In many cases, what I want is to start a Python subprocess in the same environment as the current one, using sys.executable. That would presumably still work in most cases, because environment variables are inherited by default. But there are also cases that don’t fit that pattern:

Telling users to use an explicit path to Python to ensure code runs in a given environment, e.g. recommending path/to/python -m pip.
Recording the value of sys.executable somewhere to be run not as a child of the current process (e.g. in Jupyter kernelspecs)

pf_moore · October 8, 2020, 11:03am

You can see this happening here already. I think there’s a lot to be said for approaches like this, but backward compatibility and “not breaking people’s workflows” is a big deal. So being very clear on how a proposal interacts with the “current approach”, as well as being very clear about what issues the proposal solves, is really important. Hence my insistence on understanding what the use case is here.

FFY00 · October 8, 2020, 12:10pm

I think I am gonna drop this as I think my use case is not compelling enough for this. There are workarounds that could be used to achieve what I originally wanted. I though that + simplifying venv was enough but as it seems, it isn’t.

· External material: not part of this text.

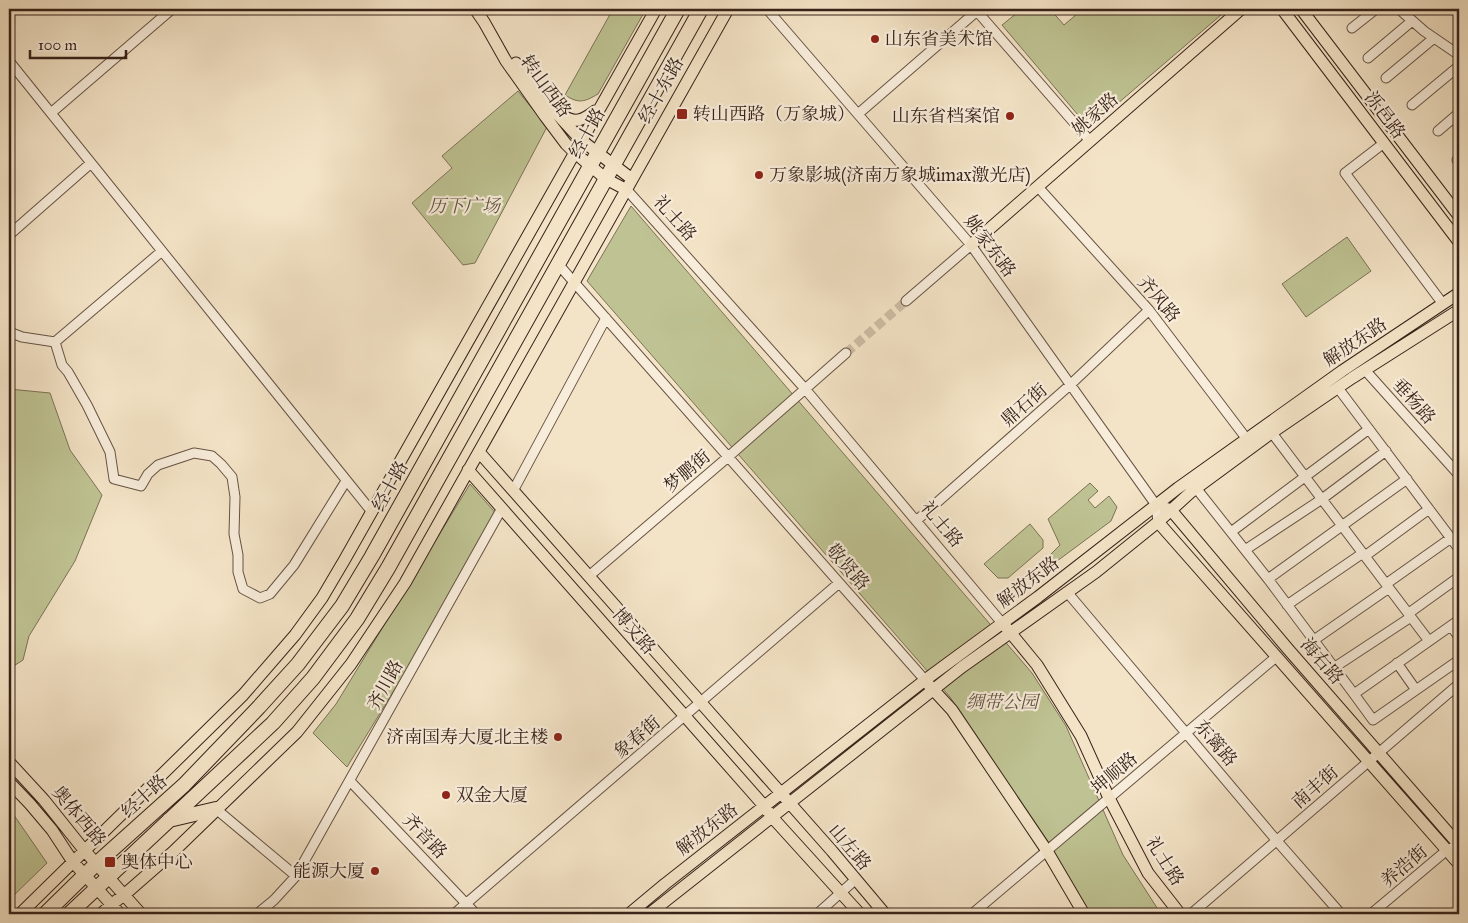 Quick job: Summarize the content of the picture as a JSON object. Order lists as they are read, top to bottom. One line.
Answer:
{"streets":{"highway":["经十路"],"main road":["转山西路","经十东路","姚家路","泺邑路","礼士路","解放东路","敬贤路","博文路","海右路","奥体西路","山左路"],"street":["姚家东路","齐风路","垂杨路","鼎石街","梦鹏街","齐川路","象春街","东篱路","坤顺路","南丰街","齐音路","养浩街"]},"crossings":[["转山西路","经十东路"],["转山西路","经十路"],["转山西路","礼士路"],["经十东路","礼士路"],["姚家路","姚家东路"],["姚家路","齐风路"],["经十路","敬贤路"],["经十路","奥体西路"],["礼士路","解放东路"],["礼士路","鼎石街"],["礼士路","梦鹏街"],["礼士路","坤顺路"],["姚家东路","解放东路"],["姚家东路","鼎石街"],["姚家东路","海右路"],["齐风路","解放东路"],["齐风路","鼎石街"],["解放东路","垂杨路"],["解放东路","敬贤路"],["解放东路","博文路"],["解放东路","海右路"],["解放东路","东篱路"],["解放东路","山左路"],["梦鹏街","敬贤路"],["梦鹏街","博文路"],["敬贤路","象春街"],["敬贤路","坤顺路"],["博文路","齐川路"],["博文路","象春街"],["博文路","山左路"],["海右路","坤顺路"],["海右路","南丰街"],["海右路","养浩街"],["齐川路","齐音路"],["象春街","齐音路"],["东篱路","坤顺路"],["东篱路","南丰街"]],"parks":["历下广场","绸带公园"],"places":{"other":["山东省美术馆","山东省档案馆","万象影城(济南万象城imax激光店)","济南国寿大厦北主楼","双金大厦","能源大厦"],"transit":["转山西路（万象城）","奥体中心"]},"scale_bar":"100 m"} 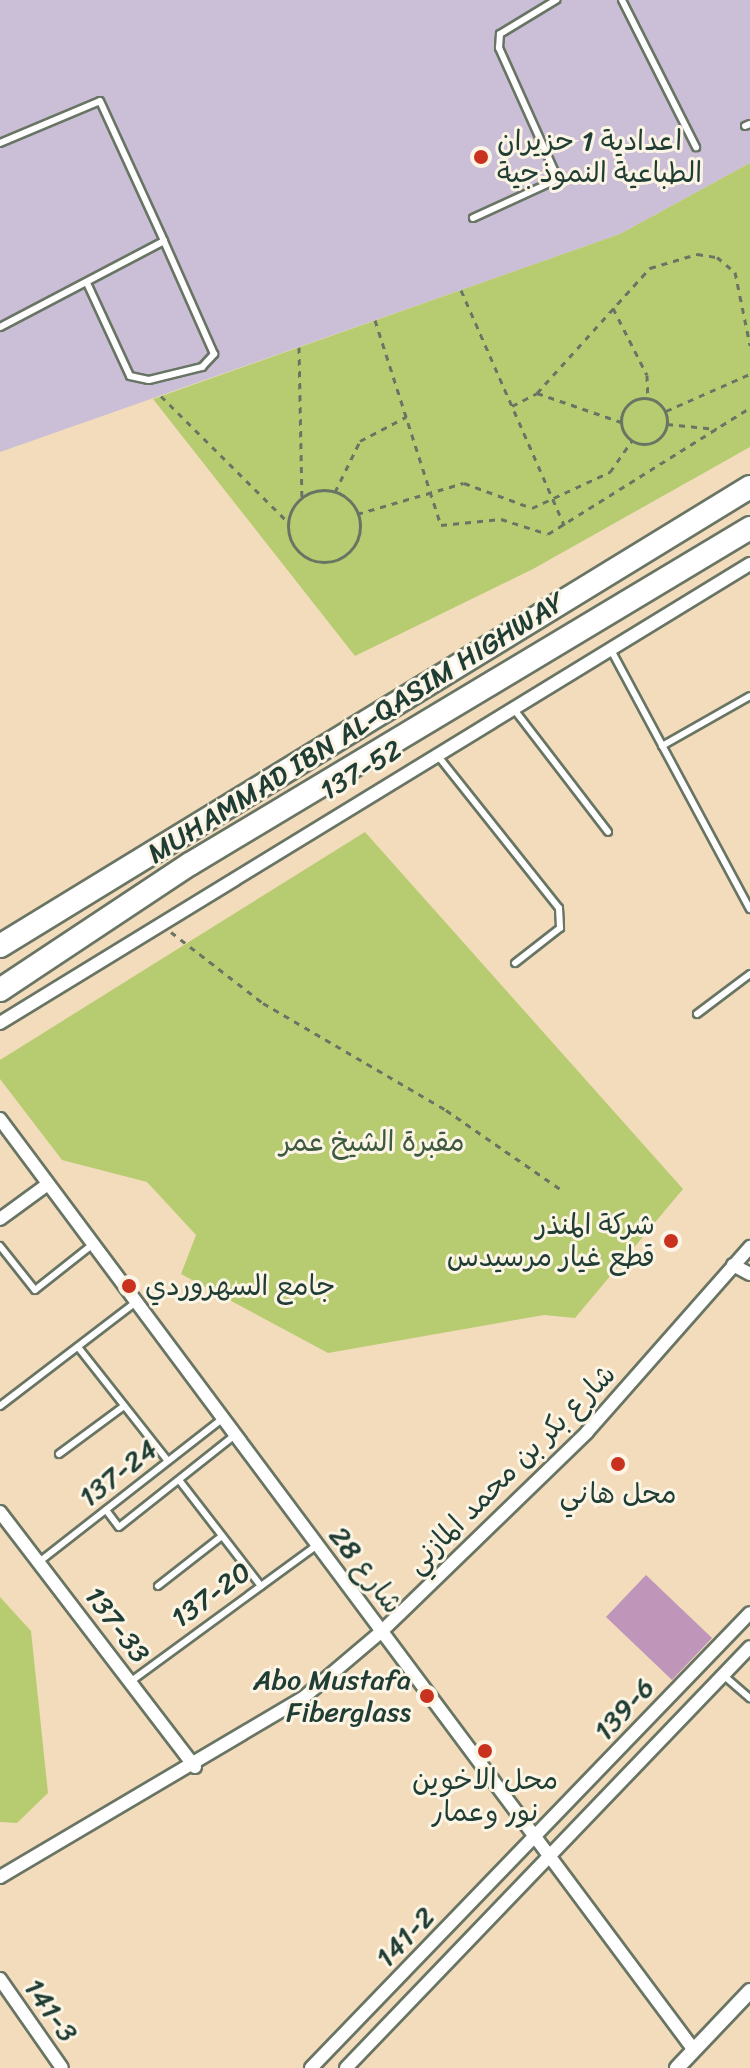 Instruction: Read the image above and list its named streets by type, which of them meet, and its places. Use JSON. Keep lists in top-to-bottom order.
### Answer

If anyone thinks simplifying venv is a compelling enough point on its own, please let me know, I would be happy to continue pursuing this.

Anyways, I’d like to thank everyone for their feedback.

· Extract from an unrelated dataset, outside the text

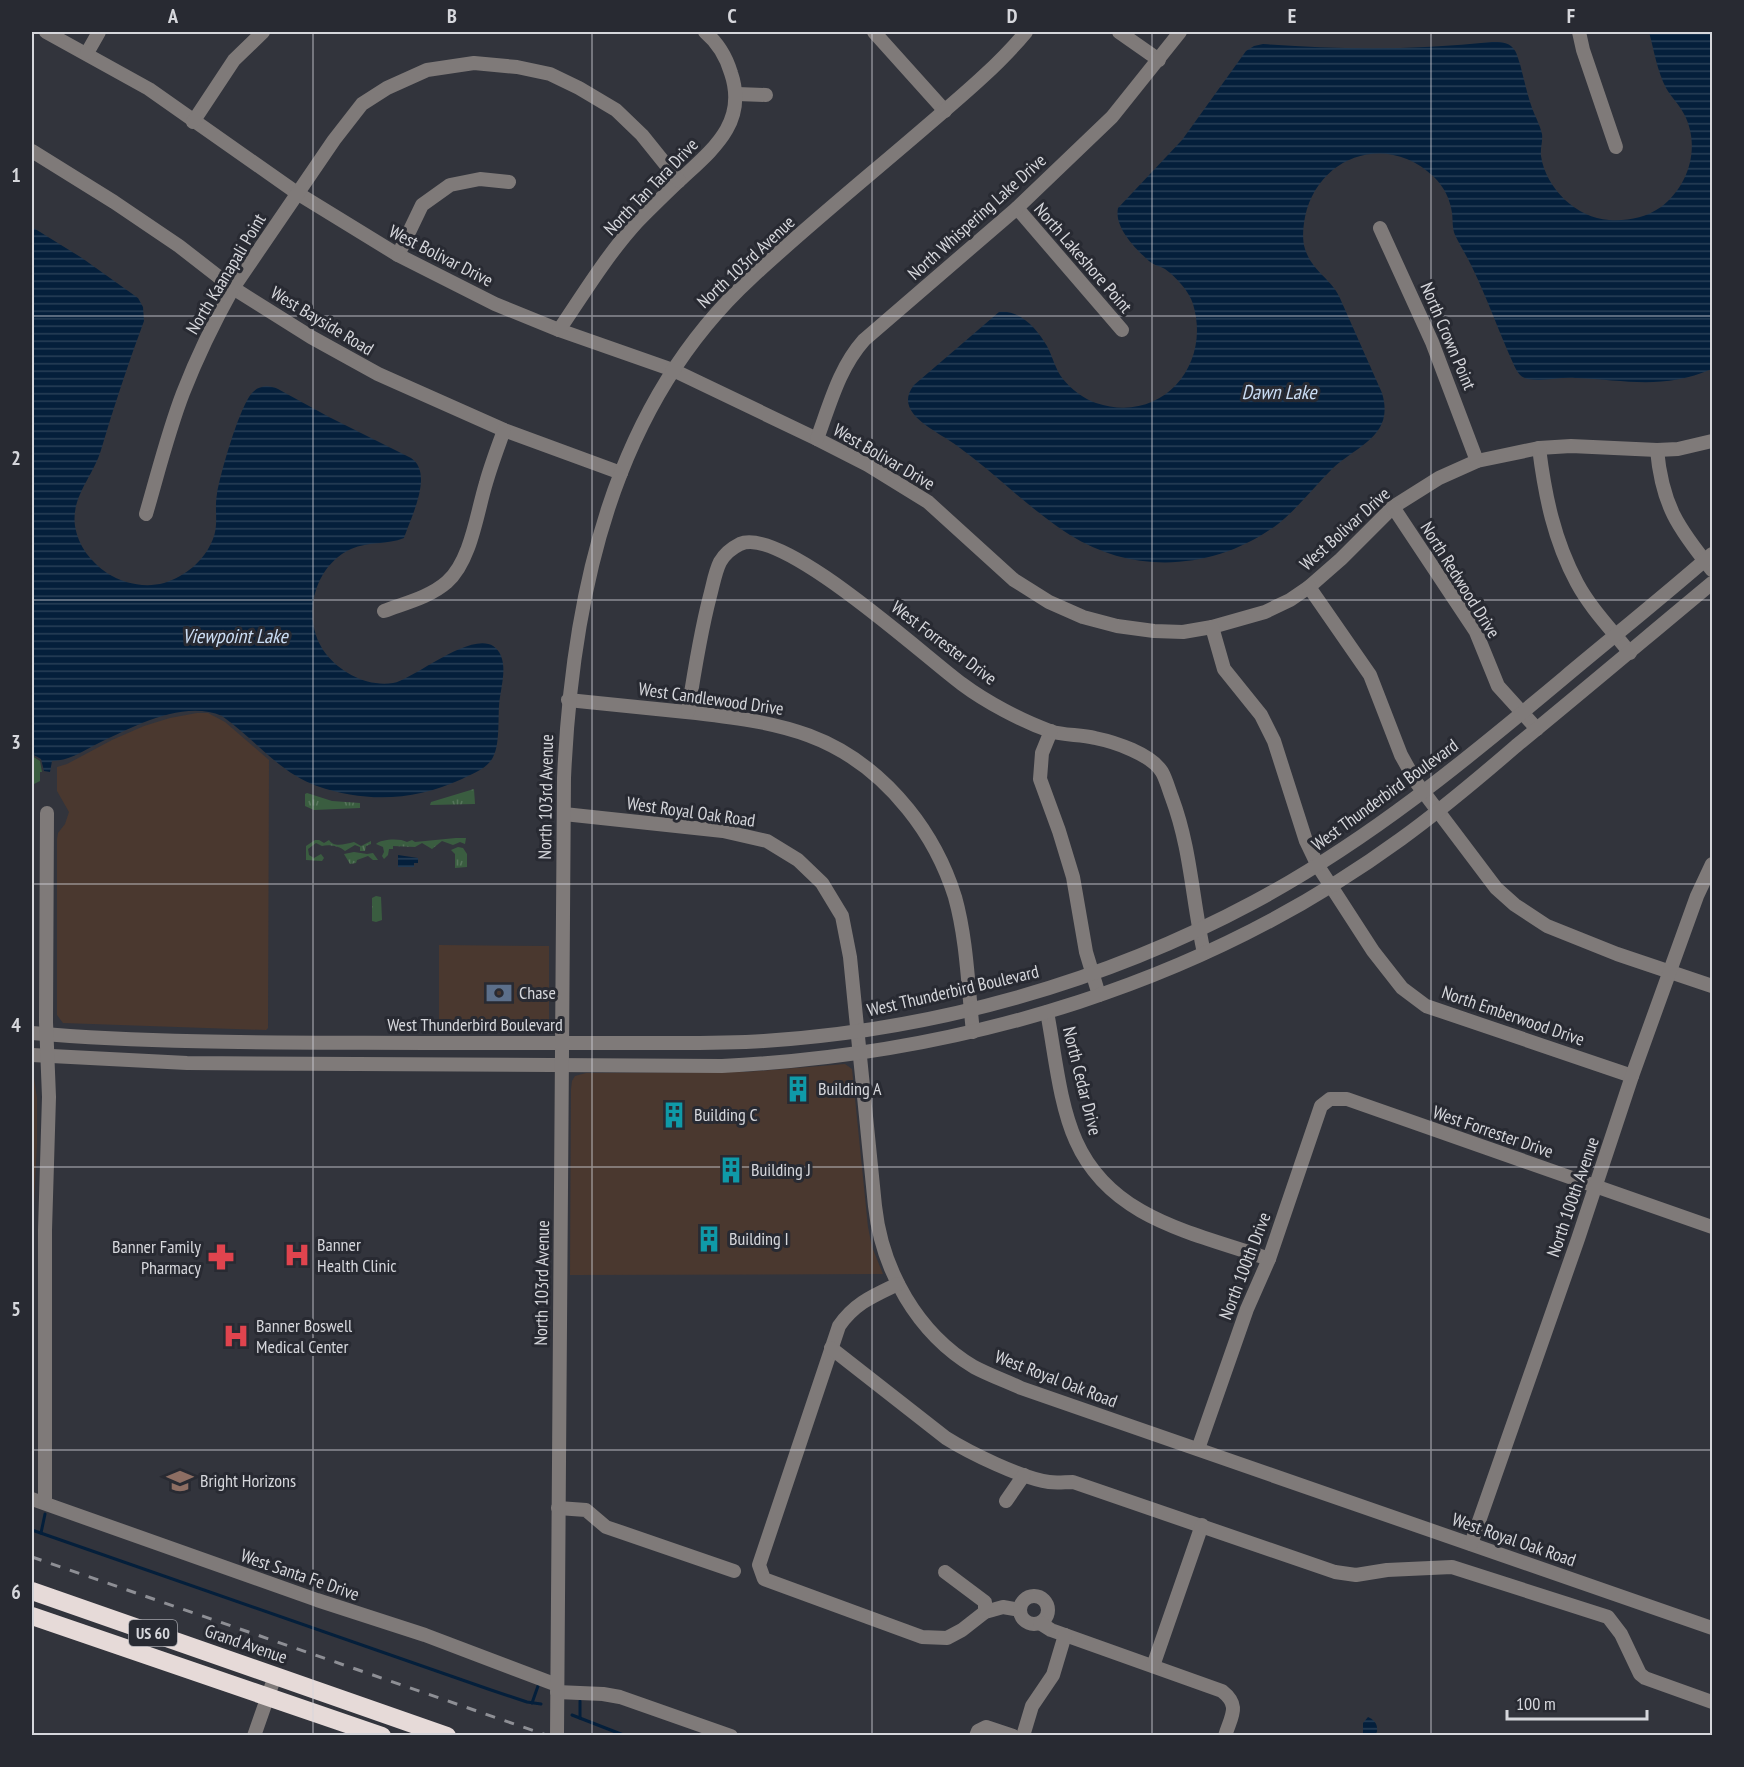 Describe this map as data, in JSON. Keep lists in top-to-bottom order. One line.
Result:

brettcannon · October 8, 2020, 5:56pm

I believe you’re thinking of Single file implementation of PEP582 from @kushaldas.

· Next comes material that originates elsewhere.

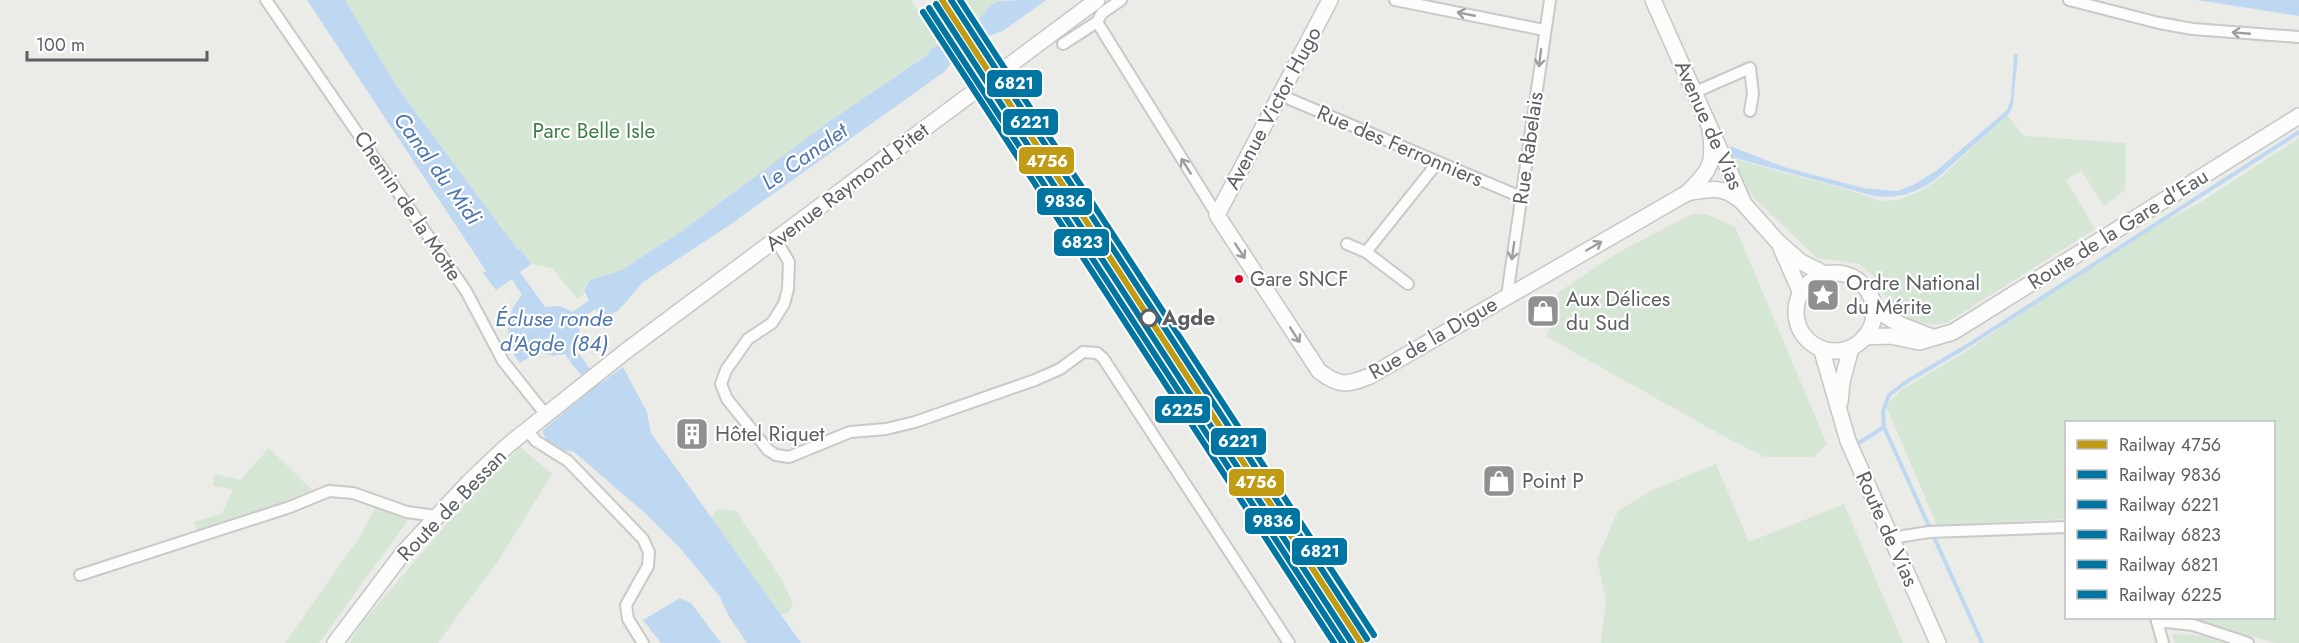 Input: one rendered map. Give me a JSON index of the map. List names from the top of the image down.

I think people do, but it’s a matter of how to make it very much an opt-in thing so it won’t break preexisting workflows. I mean I can’t even get the virtual environment that make venv creates in CPython’s documentation directory renamed out of people’s fear it will break someone’s workflow.

Steve isn’t exaggerating: people are extremely protective of their workflows, almost like a superstition or ritual before playing a sport where if someone’s workflow changes they will code worse or something. Some of the most angry responses we have received for the Python extension from VS Code hasn’t been from things breaking, but when we made a change that would force folks to do two clicks in setting up their environment for the first time.

FFY00 · October 8, 2020, 6:42pm

I think my proposal to Paul would work without breaking anything, because it would keep the outside behavior the same.

So I will reiterate the proposal with it described.

The idea would be to introduce an environment variable for each sysconfig path. So:

PYTHONDATA (data)
PYTHONINCLUDE (include)
PYTHONPLATLIB (platlib)
PYTHONPLATSTDLIB (platstdlib)
PYTHONPURELIB (purelib)
PYTHONSCRIPTS (scripts)
PYTHONSTDLIB (stdlib)

(another naming scheme could be proposed, but this was what I was thinking of)

We now have a problem of a Python interpreter not guaranteeing that it will run in a certain environment, because that depends on the environment variables.

To solve this I propose that we remove the pyvenv.cfg parsing from the interpreter and change venv so that instead of copying/symlinking the Python interpreter to the environment, it puts a wrapper in its place. The wrapper would unset all environment variables, search for pyvenv.cfg and parse it. This would maintain backward compatibility, the public behavior would be the same.

takluyver:

I’m not sure I’ve fully understood the implications, but does this mean that specifying a path/to/env/bin/python would no longer be enough to run Python properly inside that environment? That’s a guarantee that I’ve absolutely relied on for all kinds of things.

In many cases, what I want is to start a Python subprocess in the same environment as the current one, using sys.executable . That would presumably still work in most cases, because environment variables are inherited by default. But there are also cases that don’t fit that pattern:

Telling users to use an explicit path to Python to ensure code runs in a given environment, e.g. recommending path/to/python -m pip .

Recording the value of sys.executable somewhere to be run not as a child of the current process (e.g. in Jupyter kernelspecs)

With my proposal above, we reinstitute the original behavior. /env/bin/python would be a wrapper and responsible to clear the environment variables and make sure it runs under the /env environment.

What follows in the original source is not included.